Black Box optimization of expectation value from probability distribution valued function

88 Views Asked by At

So the setup is the following:

I have a probability distribution valued function that maps each point in $\mathbb{R}^n$ to a probability density function $f_x$ on $\mathbb{R}$. (actually just a finite number of points, but since any such probability density functions can be written as a sum of $\delta$'s it is easier to just assume that $f_x$ maps from $\mathbb{R}$)

$$ F : \mathbb{R}^n \ni \vec{x} \mapsto (f_{\vec{x}}:\mathbb{R} \to \mathbb{R}_+)) $$

I denote the expectation value of $f_\vec{x}$ by $E(\vec{x})$:

$$ E(\vec{x}) := \mathbb{E}(f_{\vec{x}}) = \int_\mathbb{R} y\, f_{\vec{x}} (y) \, \mathrm{d}y $$

For each $\vec{x}$ the probability density $f_\vec{x}$ is a black box to me and I can only learn about it by sampling, which is expensive. $E(\vec{x})$ is a smooth function.

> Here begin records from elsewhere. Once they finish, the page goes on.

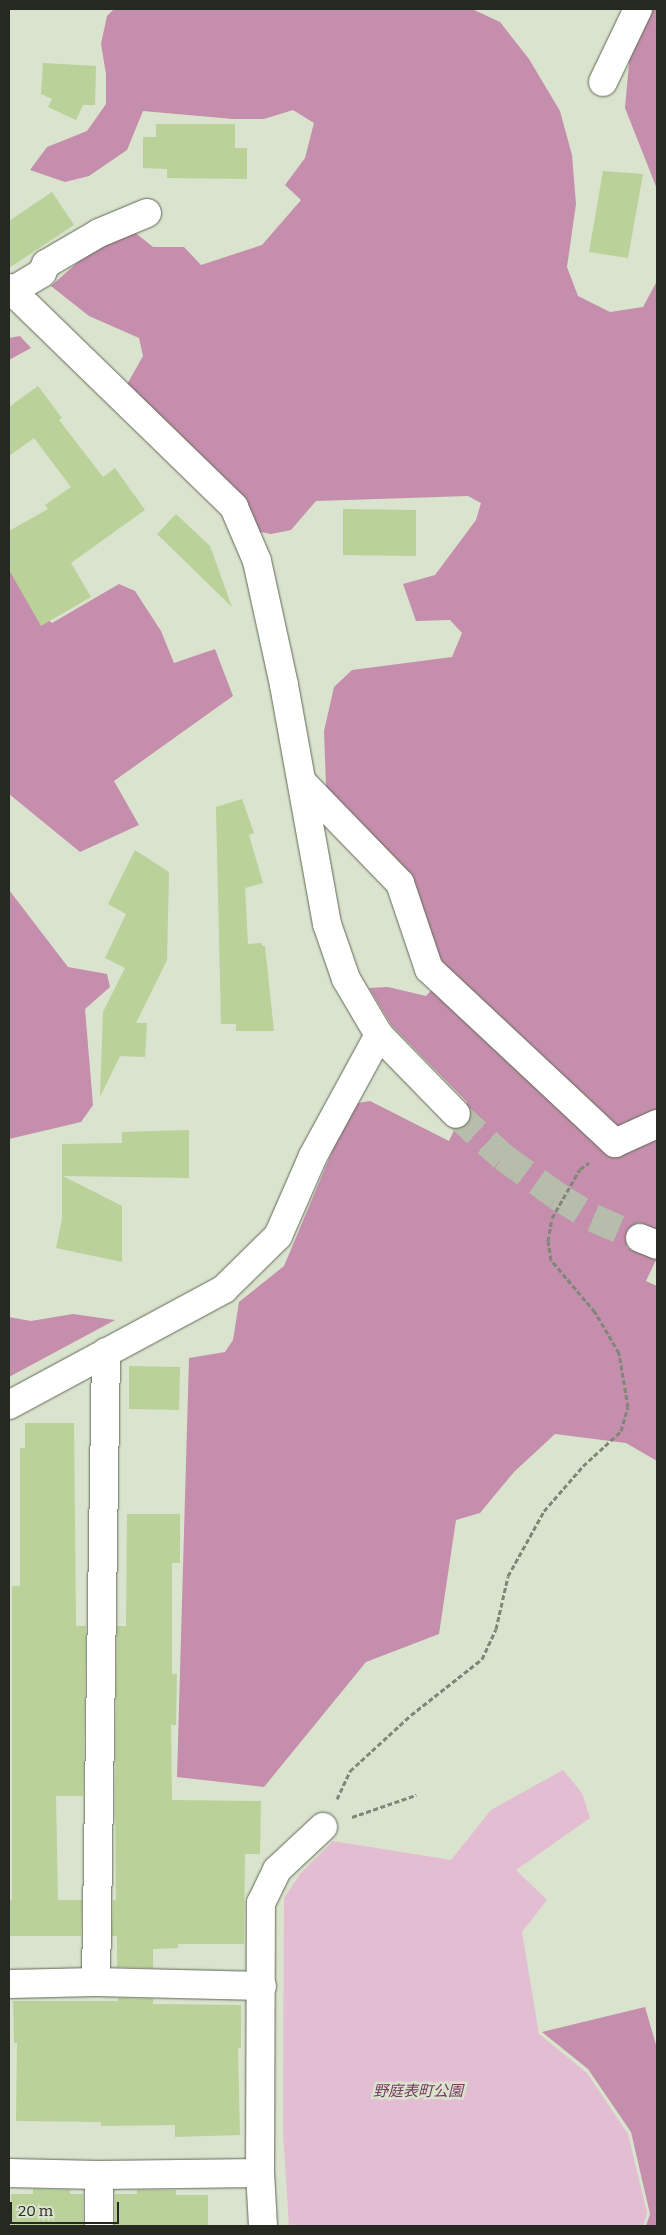 <!DOCTYPE html>
<meta charset="utf-8">
<style>
body{margin:0}
#map{position:relative;width:666px;height:2235px;overflow:hidden;background:#dae3ce;font-family:Bitter,"Noto Sans JP",serif}
div>[style]{position:absolute}
[style*='--x']{left:calc(var(--x)*1px);top:calc(var(--y)*1px);width:calc(var(--w)*1px);rotate:calc(var(--a)*1deg)}
.green>*{inset:0;background:#e3bed2}
.forest>*{inset:0;background:#c58eac}
.building>*{inset:0;background:#bad199}
.minor-tunnel>*{height:28px;margin-top:-14px;transform-origin:0;background:repeating-linear-gradient(90deg,#b6beab 0 28px,transparent 0 42px)}
.path>*{height:3px;margin-top:-1.5px;transform-origin:0;background:repeating-linear-gradient(90deg,#808678 0 5px,transparent 0 7.5px)}
.roads{filter:drop-shadow(0 0 1px #616957) drop-shadow(0 0 1px #616957)}
.minor>*{height:28px;margin:-14px;padding:0 14px;transform-origin:14px;border-radius:14px;background:#fff}
span{translate:-50% -50%;white-space:nowrap;text-align:center;line-height:1.15;-webkit-text-stroke:5px #dae3ce;paint-order:stroke}
.park-label{font-size:15px;color:#7b3761;font-style:italic}
.frame{position:absolute;inset:0;border:10px solid #262921;pointer-events:none}
.scale{position:absolute;left:10px;top:2202px;width:109px;height:22px;box-sizing:border-box;border:2px solid #262921;border-top:0;padding-left:6px;font-size:15px;line-height:18px;white-space:nowrap;color:#262921;-webkit-text-stroke:4px #dae3ce;paint-order:stroke}
</style>
<div id="map">
<div class="green">
<i style="clip-path:polygon(563px 1770px,582px 1793px,590px 1818px,516px 1870px,547px 1900px,522px 1932px,539px 2034px,587px 2073px,628px 2134px,647px 2213px,643px 2226px,289px 2226px,283px 2132px,284px 1898px,300px 1874px,333px 1841px,451px 1860px,491px 1810px)"></i>
</div>
<div class="forest">
<i style="clip-path:polygon(114px 9px,472px 9px,500px 22px,529px 59px,560px 111px,572px 155px,576px 204px,567px 267px,578px 296px,610px 312px,643px 307px,657px 281px,657px 1258px,646px 1281px,657px 1286px,657px 1461px,626px 1443px,555px 1434px,514px 1472px,480px 1513px,456px 1520px,439px 1634px,366px 1662px,264px 1787px,177px 1777px,189px 1358px,225px 1352px,233px 1340px,239px 1302px,284px 1266px,352px 1104px,370px 1101px,449px 1141px,467px 1102px,392px 1026px,369px 988px,388px 987px,426px 996px,448px 972px,422px 924px,411px 882px,326px 786px,324px 731px,334px 687px,352px 670px,452px 657px,462px 633px,450px 620px,416px 621px,403px 584px,435px 575px,476px 520px,481px 503px,468px 496px,316px 501px,291px 530px,271px 534px,240px 528px,125px 388px,143px 356px,139px 338px,89px 316px,51px 286px,96px 246px,128px 227px,153px 247px,184px 247px,201px 265px,262px 245px,301px 200px,285px 185px,305px 158px,314px 123px,293px 110px,264px 119px,233px 119px,143px 111px,127px 150px,89px 176px,65px 182px,30px 170px,47px 147px,87px 131px,106px 104px,106px 74px,101px 44px,107px 16px)"></i>
<i style="clip-path:polygon(643px 9px,657px 9px,657px 189px,625px 108px,631px 41px)"></i>
<i style="clip-path:polygon(20px 336px,31px 348px,9px 360px,9px 338px)"></i>
<i style="clip-path:polygon(9px 565px,31px 607px,52px 623px,119px 584px,135px 591px,161px 631px,174px 663px,215px 649px,233px 696px,114px 781px,139px 825px,80px 852px,9px 794px)"></i>
<i style="clip-path:polygon(9px 890px,68px 967px,107px 974px,110px 987px,85px 1009px,93px 1105px,81px 1122px,9px 1139px)"></i>
<i style="clip-path:polygon(73px 1314px,115px 1320px,9px 1377px,9px 1317px,31px 1321px)"></i>
<i style="clip-path:polygon(645px 2007px,657px 2048px,657px 2226px,646px 2226px,650px 2214px,631px 2132px,588px 2069px,542px 2032px)"></i>
</div>
<div class="building">
<i style="clip-path:polygon(43px 63px,96px 66px,95px 105px,83px 105px,76px 120px,48px 107px,52px 99px,41px 94px)"></i>
<i style="clip-path:polygon(156px 124px,235px 124px,235px 148px,247px 148px,247px 179px,167px 178px,167px 169px,143px 168px,143px 137px,156px 137px)"></i>
<i style="clip-path:polygon(603px 171px,643px 174px,628px 258px,589px 252px)"></i>
<i style="clip-path:polygon(52px 192px,74px 225px,9px 268px,9px 221px)"></i>
<i style="clip-path:polygon(38px 386px,62px 418px,59px 420px,103px 477px,115px 468px,145px 510px,71px 563px,91px 597px,41px 626px,9px 570px,9px 531px,48px 509px,45px 505px,71px 487px,34px 438px,9px 456px,9px 407px)"></i>
<i style="clip-path:polygon(343px 509px,416px 510px,416px 556px,343px 555px)"></i>
<i style="clip-path:polygon(176px 514px,210px 546px,232px 607px,157px 534px)"></i>
<i style="clip-path:polygon(242px 799px,254px 833px,249px 835px,263px 883px,245px 888px,248px 944px,262px 943px,262px 946px,265px 946px,274px 1031px,236px 1031px,236px 1024px,221px 1024px,216px 807px)"></i>
<i style="clip-path:polygon(135px 850px,169px 872px,167px 960px,136px 1023px,147px 1023px,145px 1057px,120px 1056px,100px 1097px,103px 1012px,125px 968px,105px 958px,126px 914px,108px 904px)"></i>
<i style="clip-path:polygon(189px 1130px,189px 1178px,63px 1176px,122px 1206px,122px 1262px,56px 1248px,62px 1219px,62px 1144px,122px 1143px,122px 1132px)"></i>
<i style="clip-path:polygon(129px 1366px,180px 1367px,179px 1410px,129px 1409px)"></i>
<i style="clip-path:polygon(25px 1423px,74px 1423px,76px 1626px,86px 1626px,83px 1796px,56px 1796px,58px 1900px,82px 1900px,81px 1936px,9px 1936px,9px 1900px,12px 1900px,12px 1586px,20px 1586px,20px 1448px,25px 1448px)"></i>
<i style="clip-path:polygon(127px 1514px,180px 1514px,180px 1563px,172px 1563px,172px 1674px,177px 1674px,176px 1725px,171px 1725px,172px 1800px,261px 1801px,260px 1854px,245px 1854px,244px 1944px,178px 1944px,178px 1948px,153px 1949px,153px 1968px,117px 1967px,117px 1936px,112px 1936px,113px 1900px,116px 1900px,115px 1796px,117px 1626px,126px 1626px)"></i>
<i style="clip-path:polygon(118px 1998px,153px 1999px,153px 2004px,241px 2005px,241px 2048px,238px 2048px,240px 2135px,175px 2137px,175px 2125px,101px 2126px,101px 2122px,16px 2121px,17px 2043px,14px 2043px,13px 2001px,118px 2001px)"></i>
<i style="clip-path:polygon(33px 2189px,70px 2190px,70px 2194px,83px 2194px,83px 2226px,11px 2226px,11px 2194px,33px 2194px)"></i>
<i style="clip-path:polygon(137px 2190px,176px 2190px,176px 2195px,208px 2195px,208px 2226px,115px 2226px,115px 2194px,137px 2194px)"></i>
</div>
<div class="minor-tunnel">
<i style="--x:456;--y:1114;--w:64;--a:42.5"></i>
<i style="--x:503;--y:1157;--w:67;--a:35.8"></i>
<i style="--x:557;--y:1196;--w:42;--a:31.4"></i>
<i style="--x:593;--y:1218;--w:51;--a:23.1"></i>
</div>
<div class="path">
<i style="--x:337;--y:1799;--w:31;--a:-65"></i>
<i style="--x:350;--y:1771;--w:83;--a:-42.6"></i>
<i style="--x:411;--y:1715;--w:90;--a:-38.3"></i>
<i style="--x:482;--y:1659;--w:33;--a:-65"></i>
<i style="--x:496;--y:1629;--w:54;--a:-77.2"></i>
<i style="--x:508;--y:1576;--w:74;--a:-61"></i>
<i style="--x:544;--y:1511;--w:60;--a:-49.1"></i>
<i style="--x:583;--y:1466;--w:52;--a:-42.6"></i>
<i style="--x:621;--y:1431;--w:25;--a:-74"></i>
<i style="--x:628;--y:1407;--w:55;--a:-99.5"></i>
<i style="--x:619;--y:1353;--w:48;--a:-120.3"></i>
<i style="--x:595;--y:1312;--w:68;--a:-130.2"></i>
<i style="--x:551;--y:1260;--w:19;--a:-99"></i>
<i style="--x:548;--y:1241;--w:23;--a:-80"></i>
<i style="--x:552;--y:1218;--w:56;--a:-60.3"></i>
<i style="--x:580;--y:1169;--w:11;--a:-34"></i>
<i style="--x:352;--y:1817;--w:68;--a:-19"></i>
</div>
<div class="roads">
<div class="minor">
<i style="--x:603;--y:82;--w:81;--a:-64.4"></i>
<i style="--x:9;--y:288;--w:314;--a:44.2"></i>
<i style="--x:234;--y:507;--w:59;--a:66.9"></i>
<i style="--x:257;--y:561;--w:127;--a:77.7"></i>
<i style="--x:284;--y:685;--w:243;--a:79.8"></i>
<i style="--x:327;--y:924;--w:58;--a:70.9"></i>
<i style="--x:346;--y:979;--w:65;--a:59.5"></i>
<i style="--x:379;--y:1035;--w:110;--a:45.7"></i>
<i style="--x:12;--y:291;--w:35;--a:-31"></i>
<i style="--x:42;--y:273;--w:10;--a:-66"></i>
<i style="--x:46;--y:264;--w:61;--a:-30.3"></i>
<i style="--x:99;--y:233;--w:52;--a:-22.6"></i>
<i style="--x:302;--y:782;--w:141;--a:45.9"></i>
<i style="--x:400;--y:883;--w:91;--a:71.4"></i>
<i style="--x:429;--y:969;--w:255;--a:43.1"></i>
<i style="--x:615;--y:1143;--w:46;--a:-24.3"></i>
<i style="--x:640;--y:1238;--w:18;--a:22"></i>
<i style="--x:9;--y:1405;--w:244;--a:-28.3"></i>
<i style="--x:224;--y:1289;--w:76;--a:-44.5"></i>
<i style="--x:278;--y:1236;--w:87;--a:-66.4"></i>
<i style="--x:313;--y:1156;--w:138;--a:-61.4"></i>
<i style="--x:96;--y:1982;--w:630;--a:-89.09"></i>
<i style="--x:9;--y:1984;--w:87;--a:-1.3"></i>
<i style="--x:96;--y:1982;--w:166;--a:1.4"></i>
<i style="--x:9;--y:2173;--w:90;--a:1.3"></i>
<i style="--x:99;--y:2175;--w:161;--a:-0.7"></i>
<i style="--x:99;--y:2226;--w:51;--a:-90"></i>
<i style="--x:263;--y:2226;--w:53;--a:-93.2"></i>
<i style="--x:260;--y:2173;--w:270;--a:-89.8"></i>
<i style="--x:261;--y:1903;--w:37;--a:-64"></i>
<i style="--x:277;--y:1870;--w:63;--a:-43.1"></i>
</div>
</div>
<div class="park-label">
<span style="left:418px;top:2092px">野庭表町公園</span>
</div>
<div class="frame"></div>
<div class="scale">20 m</div>
</div>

I wish to minimize $E(\vec{x})$ as a function of \vec{x}, with taking as few samples of $F(\vec{x})$ as possible. That means both: I want to try as few different $\vec{x}$ as possible and for each fixed $\vec{x}$ take as few samples as possible to estimate the expectation value.

It seems clear to me, that when I am far from the minimum in a region with big gradients I don't need to know $E(\vec{x})$ as well as when I am close to it, hence in these regions I can take less samples to decide in which direction to take the next optimisation steps. But what is the best optimizer for this kind of problem and what is a good strategy to decide on the number of samples to take from $f_{\vec{x}}$ (probably depending on an estimate of the variance in the previous step and step height in the previous step)?

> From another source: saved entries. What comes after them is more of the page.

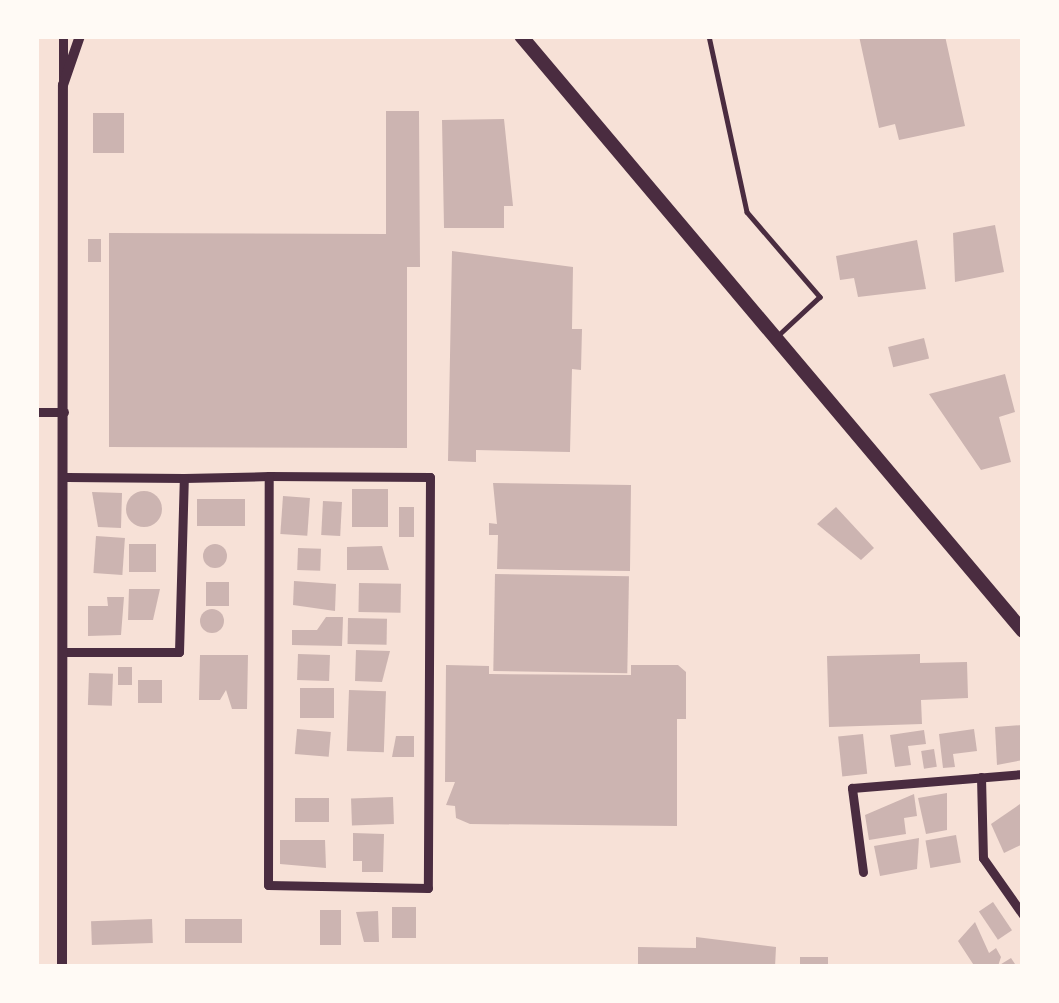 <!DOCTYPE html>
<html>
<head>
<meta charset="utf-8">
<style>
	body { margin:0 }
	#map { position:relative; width:1059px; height:1003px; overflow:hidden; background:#f7e1d7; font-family:Inter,sans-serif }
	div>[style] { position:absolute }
	.building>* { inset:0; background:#ccb4b1; transform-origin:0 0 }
	.round { border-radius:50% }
	.service>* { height:4.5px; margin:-2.25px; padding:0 2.25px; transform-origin:2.25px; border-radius:2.25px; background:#4a2c40 }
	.minor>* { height:9px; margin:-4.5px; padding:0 4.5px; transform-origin:4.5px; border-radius:4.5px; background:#4a2c40 }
	.tertiary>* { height:10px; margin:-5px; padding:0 5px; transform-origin:5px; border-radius:5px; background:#4a2c40 }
	.primary>* { height:14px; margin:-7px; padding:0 7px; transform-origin:7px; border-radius:7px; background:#4a2c40 }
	span { translate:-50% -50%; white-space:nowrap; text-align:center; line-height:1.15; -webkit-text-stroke:9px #fffaf5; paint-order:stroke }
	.frame { position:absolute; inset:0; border:39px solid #fffaf5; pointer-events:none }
</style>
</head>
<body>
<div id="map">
	<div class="building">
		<i style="clip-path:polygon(859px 36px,945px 36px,965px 126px,899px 140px,895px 124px,879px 128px)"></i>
		<i style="clip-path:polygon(386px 111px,419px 111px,420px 267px,407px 267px,407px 448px,109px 447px,109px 233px,386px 234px)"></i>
		<i style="left:93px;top:113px;width:31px;height:40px"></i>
		<i style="clip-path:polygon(504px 119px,513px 206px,504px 206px,504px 228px,444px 228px,442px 120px)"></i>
		<i style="clip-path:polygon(995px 225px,1004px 272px,955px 282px,953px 233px)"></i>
		<i style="left:88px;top:239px;width:13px;height:23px"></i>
		<i style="clip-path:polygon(917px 240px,926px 289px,858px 297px,854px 278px,840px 280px,836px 256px)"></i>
		<i style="clip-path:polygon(452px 251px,573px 267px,572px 329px,582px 329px,581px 370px,572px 369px,570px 452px,476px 450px,476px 462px,448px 461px)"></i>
		<i style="left:924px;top:338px;width:21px;height:37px;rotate:76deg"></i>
		<i style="clip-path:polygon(1005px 374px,1015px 412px,999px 417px,1011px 462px,981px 470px,929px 394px)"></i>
		<i style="clip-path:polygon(493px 483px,631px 485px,630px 571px,497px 569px,498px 535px,489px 535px,489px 523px,497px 524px)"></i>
		<i style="left:388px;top:489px;width:38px;height:36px;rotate:90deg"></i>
		<i class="round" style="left:126px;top:491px;width:36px;height:36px"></i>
		<i style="clip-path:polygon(92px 492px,122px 493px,121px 528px,98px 527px)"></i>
		<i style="left:283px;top:496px;width:27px;height:38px;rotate:4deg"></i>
		<i style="left:197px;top:499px;width:48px;height:27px"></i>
		<i style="left:323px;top:501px;width:19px;height:34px;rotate:3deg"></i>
		<i style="left:399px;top:507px;width:15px;height:30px"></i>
		<i style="clip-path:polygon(836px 507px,874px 548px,861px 560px,817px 524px)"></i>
		<i style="left:96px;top:536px;width:29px;height:37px;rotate:4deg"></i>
		<i class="round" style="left:203px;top:544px;width:24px;height:24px"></i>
		<i style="left:129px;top:544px;width:27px;height:28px"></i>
		<i style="clip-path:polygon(382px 546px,389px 570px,347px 570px,347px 547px)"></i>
		<i style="left:298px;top:548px;width:23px;height:22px;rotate:2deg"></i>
		<i style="left:495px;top:574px;width:134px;height:97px;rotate:1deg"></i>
		<i style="clip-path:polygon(294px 581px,336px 584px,335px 611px,293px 605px)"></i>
		<i style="left:229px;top:582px;width:24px;height:23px;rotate:90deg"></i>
		<i style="left:359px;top:583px;width:42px;height:29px;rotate:1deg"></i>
		<i style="clip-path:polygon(129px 589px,160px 589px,153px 620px,128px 620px)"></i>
		<i style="clip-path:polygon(107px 597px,124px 597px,121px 635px,88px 636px,88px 606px,108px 606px)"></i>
		<i class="round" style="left:200px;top:609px;width:24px;height:24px"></i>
		<i style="clip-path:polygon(326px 617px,343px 617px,342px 646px,292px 645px,292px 630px,317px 630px)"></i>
		<i style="left:348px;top:618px;width:39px;height:26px;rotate:1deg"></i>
		<i style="clip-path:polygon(356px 650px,390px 651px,382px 682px,355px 681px)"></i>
		<i style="left:298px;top:654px;width:32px;height:26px;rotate:2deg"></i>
		<i style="clip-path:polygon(920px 654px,920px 663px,967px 662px,968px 698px,921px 700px,922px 724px,829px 727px,827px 656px)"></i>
		<i style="clip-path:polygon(200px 655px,248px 655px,247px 709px,232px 709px,226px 690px,220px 700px,199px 700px)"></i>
		<i style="clip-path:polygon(446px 665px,489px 666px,489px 674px,631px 675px,631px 665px,678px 665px,686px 672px,686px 719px,677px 719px,677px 826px,470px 824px,456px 818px,455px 806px,446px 805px,455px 782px,445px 782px)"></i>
		<i style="left:118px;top:667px;width:14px;height:18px"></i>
		<i style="left:89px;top:673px;width:24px;height:32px;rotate:2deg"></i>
		<i style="left:138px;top:680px;width:24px;height:23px"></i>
		<i style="left:300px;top:688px;width:34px;height:30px"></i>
		<i style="left:349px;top:690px;width:37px;height:61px;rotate:2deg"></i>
		<i style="clip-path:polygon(1023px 725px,1023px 760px,997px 765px,995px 727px)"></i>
		<i style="left:297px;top:729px;width:34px;height:25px;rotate:5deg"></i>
		<i style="clip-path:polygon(974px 729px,977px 751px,953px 754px,955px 767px,943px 768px,939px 734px)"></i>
		<i style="clip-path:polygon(924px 730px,926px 744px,908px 746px,911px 765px,895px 767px,890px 735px)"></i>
		<i style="left:863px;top:734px;width:40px;height:25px;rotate:84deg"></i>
		<i style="clip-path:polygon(396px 736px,414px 736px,414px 757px,392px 757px)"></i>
		<i style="left:934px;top:749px;width:18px;height:13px;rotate:81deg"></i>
		<i style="clip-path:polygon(947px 793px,947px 830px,926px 834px,918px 798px)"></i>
		<i style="clip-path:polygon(914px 794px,917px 816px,904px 818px,906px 834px,869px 840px,865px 815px)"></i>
		<i style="left:393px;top:797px;width:27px;height:42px;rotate:88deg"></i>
		<i style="left:295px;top:798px;width:34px;height:24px"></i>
		<i style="clip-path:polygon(1023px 802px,1023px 844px,1004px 853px,991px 824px)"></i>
		<i style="clip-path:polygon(353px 833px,384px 834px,383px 872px,362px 872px,362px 861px,353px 861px)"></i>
		<i style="left:956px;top:835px;width:28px;height:31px;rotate:80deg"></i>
		<i style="clip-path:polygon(919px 838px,917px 869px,880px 876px,874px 846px)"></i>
		<i style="clip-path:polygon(280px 840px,325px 840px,326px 868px,280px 864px)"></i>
		<i style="left:993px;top:902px;width:34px;height:17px;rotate:56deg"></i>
		<i style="left:392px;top:907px;width:24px;height:31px"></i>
		<i style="left:320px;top:910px;width:21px;height:35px"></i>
		<i style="clip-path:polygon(378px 911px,379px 942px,364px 942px,356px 912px)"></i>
		<i style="left:152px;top:919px;width:24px;height:61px;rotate:88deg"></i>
		<i style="left:242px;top:919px;width:24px;height:57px;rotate:90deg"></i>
		<i style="clip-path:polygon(975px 922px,989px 953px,996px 948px,1001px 957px,998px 966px,1011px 958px,1017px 967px,975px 967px,958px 941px)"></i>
		<i style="clip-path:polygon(696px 937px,776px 947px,775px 967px,638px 967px,638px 947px,696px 948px)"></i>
		<i style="left:800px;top:957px;width:28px;height:10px"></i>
	</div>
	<div class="service">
		<i style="left:709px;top:36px;width:180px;rotate:77.8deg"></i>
		<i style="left:747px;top:212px;width:112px;rotate:49.3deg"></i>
		<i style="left:820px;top:297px;width:57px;rotate:137.1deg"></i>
	</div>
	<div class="minor">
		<i style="left:63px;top:80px;width:44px;rotate:-90deg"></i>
		<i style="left:36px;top:412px;width:28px"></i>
		<i style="left:67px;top:477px;width:117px;rotate:0.5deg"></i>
		<i style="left:184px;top:478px;width:85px;rotate:-1.3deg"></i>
		<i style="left:269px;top:476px;width:161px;rotate:0.4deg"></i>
		<i style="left:430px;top:477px;width:411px;rotate:90.3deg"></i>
		<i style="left:428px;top:888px;width:160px;rotate:-178.9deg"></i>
		<i style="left:268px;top:885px;width:409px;rotate:-89.9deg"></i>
		<i style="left:65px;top:652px;width:114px"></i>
		<i style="left:179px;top:652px;width:174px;rotate:-88.4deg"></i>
		<i style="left:981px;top:777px;width:81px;rotate:88.6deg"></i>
		<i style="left:983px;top:858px;width:70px;rotate:54.9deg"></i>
		<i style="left:863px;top:872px;width:85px;rotate:-97.5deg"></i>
		<i style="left:852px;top:788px;width:172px;rotate:-4.7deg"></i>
	</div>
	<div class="tertiary">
		<i style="left:62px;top:967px;width:882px;rotate:-89.94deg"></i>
		<i style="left:63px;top:85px;width:52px;rotate:-70.9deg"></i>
	</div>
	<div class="primary">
		<i style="left:521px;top:36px;width:778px;rotate:49.85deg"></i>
	</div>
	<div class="frame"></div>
</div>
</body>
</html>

Does anyone know what I need to search for, to find papers about this topic or knows other resources to look at?

Some background

This kind of problem frequently pops up in variational quantum algorithms, where the objective function is e.g. the energy expectation value of a given hamiltonian, $\vec{x}$ is some set of parameters to prepare a state and $f_\vec{x}$ represents the probabilities to find certain energy eigenstates of the hamiltonian in the state prepared with the parameters $\vec{x}$.

edit

A similar problem also occurs in machine learning where computing the cost function on all of the training data is computationally expensive and hence the cost function is only evaluated on a subset of the training data. This subset is made bigger, as we approach the minimum and the gradients get smaller. An example of this can be found in

http://www.optimization-online.org/DB_FILE/2011/11/3226.pdf

Still my question stands, whether similar ideas have been proposed for other (gradient free) optimization algorithms.